Try it ▸ Wherever the string "Languedoc" appears in the records, return the line that holds it.

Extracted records
-----

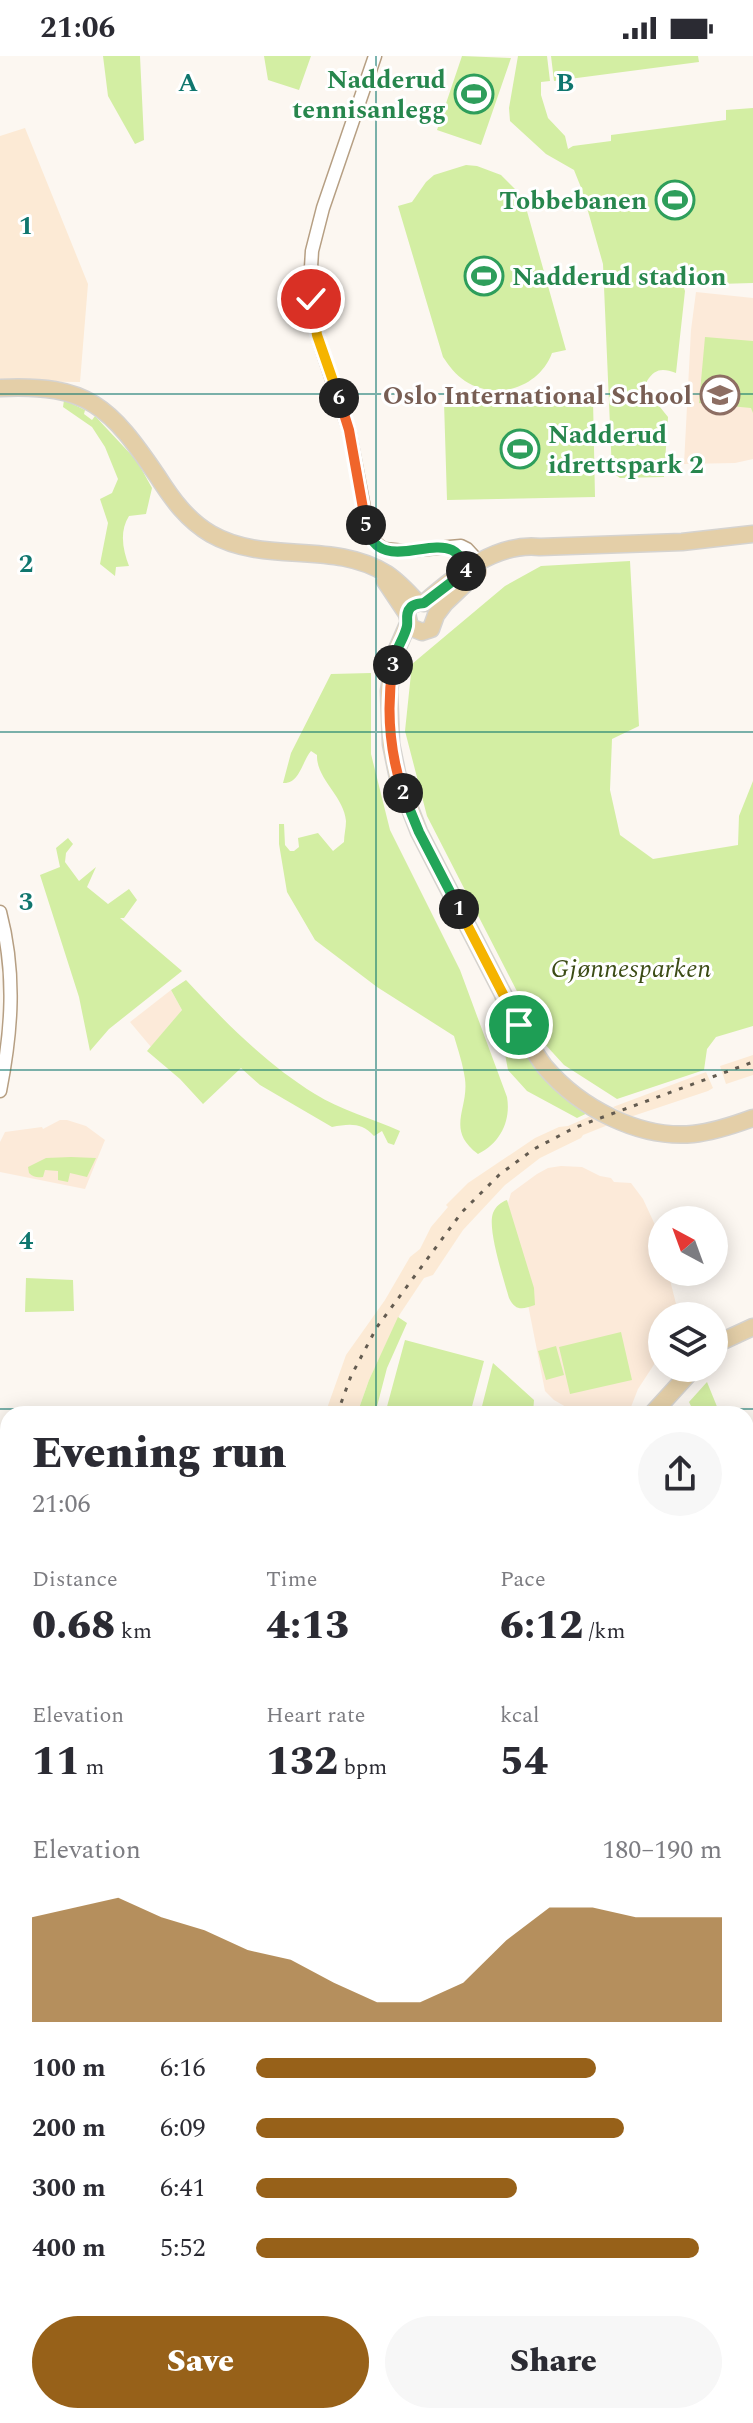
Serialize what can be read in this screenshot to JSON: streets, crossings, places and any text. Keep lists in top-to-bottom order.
{
  "parks": ["Gjønnesparken"],
  "places": {
    "sports": [
      "Nadderud tennisanlegg",
      "Tobbebanen",
      "Nadderud stadion",
      "Nadderud idrettspark 2"
    ],
    "school or university": ["Oslo International School"]
  },
  "north": "top left",
  "page": {
    "status": "21:06",
    "pins": [
      "6",
      "5",
      "4",
      "3",
      "2",
      "1"
    ],
    "heading": ["Evening run", "21:06"],
    "stats": [
      ["Distance", "0.68 km"],
      ["Time", "4:13"],
      ["Pace", "6:12 /km"],
      ["Elevation", "11 m"],
      ["Heart rate", "132 bpm"],
      ["kcal", "54"]
    ],
    "chart": ["Elevation", "180–190 m"],
    "list": [
      {
        "name": "100 m",
        "note": "6:16"
      },
      {
        "name": "200 m",
        "note": "6:09"
      },
      {
        "name": "300 m",
        "note": "6:41"
      },
      {
        "name": "400 m",
        "note": "5:52"
      }
    ],
    "buttons": ["Save", "Share"]
  },
  "grid": {
    "columns": ["A", "B"],
    "rows": [
      "1",
      "2",
      "3",
      "4"
    ]
  }
}
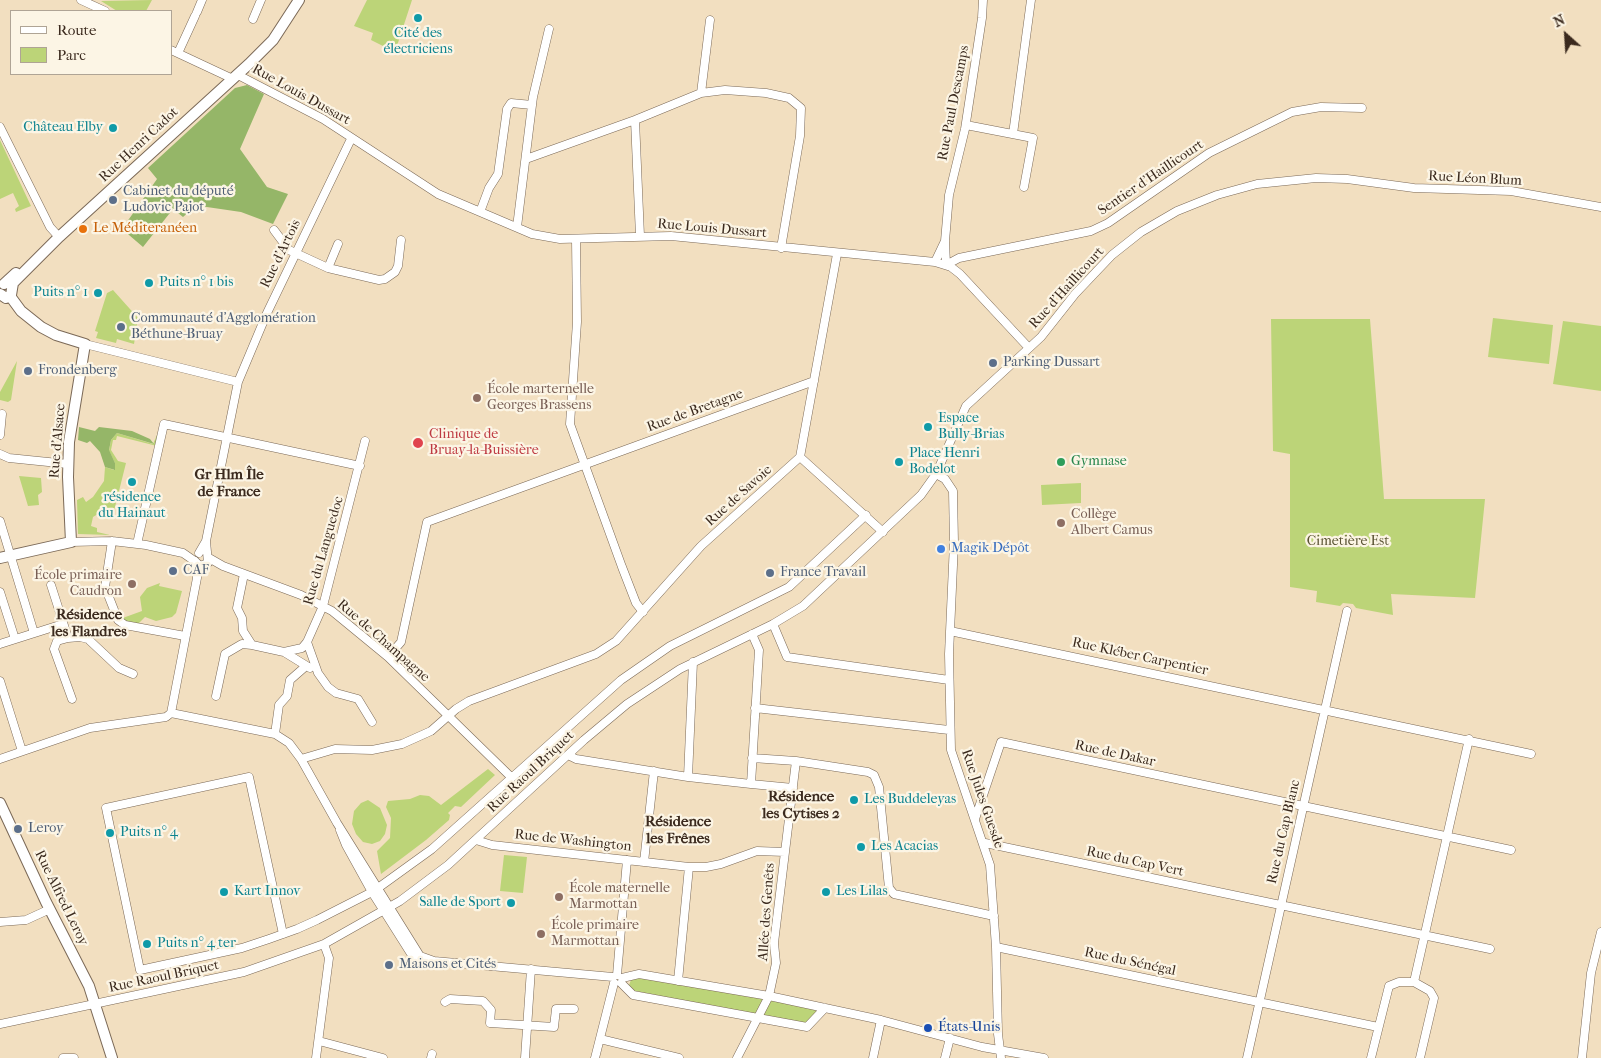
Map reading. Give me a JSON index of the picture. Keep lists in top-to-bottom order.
{
  "streets": {
    "main road": ["Rue Henri Cadot", "Rue d'Alsace", "Rue Alfred Leroy"],
    "street": [
      "Rue Louis Dussart",
      "Rue Paul Descamps",
      "Sentier d'Haillicourt",
      "Rue Léon Blum",
      "Rue d'Artois",
      "Rue d'Haillicourt",
      "Rue de Bretagne",
      "Rue de Savoie",
      "Rue du Languedoc",
      "Rue de Champagne",
      "Rue Kléber Carpentier",
      "Rue de Dakar",
      "Rue Raoul Briquet",
      "Rue Jules Guesde",
      "Rue du Cap Blanc",
      "Rue de Washington",
      "Rue du Cap Vert",
      "Allée des Genêts",
      "Rue du Sénégal"
    ]
  },
  "crossings": [
    ["Rue Louis Dussart", "Rue Paul Descamps"],
    ["Rue Louis Dussart", "Rue Henri Cadot"],
    ["Rue Louis Dussart", "Sentier d'Haillicourt"],
    ["Rue Louis Dussart", "Rue d'Artois"],
    ["Rue Louis Dussart", "Rue d'Haillicourt"],
    ["Rue Paul Descamps", "Sentier d'Haillicourt"],
    ["Rue Léon Blum", "Rue d'Haillicourt"],
    ["Rue de Bretagne", "Rue de Champagne"],
    ["Rue de Savoie", "Rue de Champagne"],
    ["Rue du Languedoc", "Rue de Champagne"],
    ["Rue Kléber Carpentier", "Rue Jules Guesde"],
    ["Rue Kléber Carpentier", "Rue du Cap Blanc"],
    ["Rue de Dakar", "Rue Jules Guesde"],
    ["Rue de Dakar", "Rue du Cap Blanc"],
    ["Rue Raoul Briquet", "Rue Jules Guesde"],
    ["Rue Raoul Briquet", "Rue de Washington"],
    ["Rue Raoul Briquet", "Rue Alfred Leroy"],
    ["Rue Jules Guesde", "Rue du Cap Vert"],
    ["Rue Jules Guesde", "Rue du Sénégal"],
    ["Rue du Cap Blanc", "Rue du Cap Vert"],
    ["Rue du Cap Blanc", "Rue du Sénégal"],
    ["Rue de Washington", "Allée des Genêts"]
  ],
  "districts": [
    "Gr Hlm Île de France",
    "Résidence les Flandres",
    "Résidence les Cytises 2",
    "Résidence les Frênes"
  ],
  "parks": ["Cimetière Est"],
  "places": [
    "Cité des électriciens",
    "Château Elby",
    "Cabinet du député Ludovic Pajot",
    "Le Méditeranéen",
    "Puits n° 1 bis",
    "Puits n° 1",
    "Communauté d'Agglomération Béthune-Bruay",
    "Parking Dussart",
    "Frondenberg",
    "École marternelle Georges Brassens",
    "Espace Bully-Brias",
    "Clinique de Bruay-la-Buissière",
    "Place Henri Bodelot",
    "Gymnase",
    "résidence du Hainaut",
    "Collège Albert Camus",
    "Magik Dépôt",
    "CAF",
    "France Travail",
    "École primaire Caudron",
    "Les Buddeleyas",
    "Leroy",
    "Puits n° 4",
    "Les Acacias",
    "Kart Innov",
    "Les Lilas",
    "École maternelle Marmottan",
    "Salle de Sport",
    "École primaire Marmottan",
    "Puits n° 4 ter",
    "Maisons et Cités",
    "États-Unis"
  ],
  "legend": ["Route", "Parc"],
  "north": "top left"
}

-----

Response box ▸
      "Rue du Languedoc",
    ["Rue du Languedoc", "Rue de Champagne"],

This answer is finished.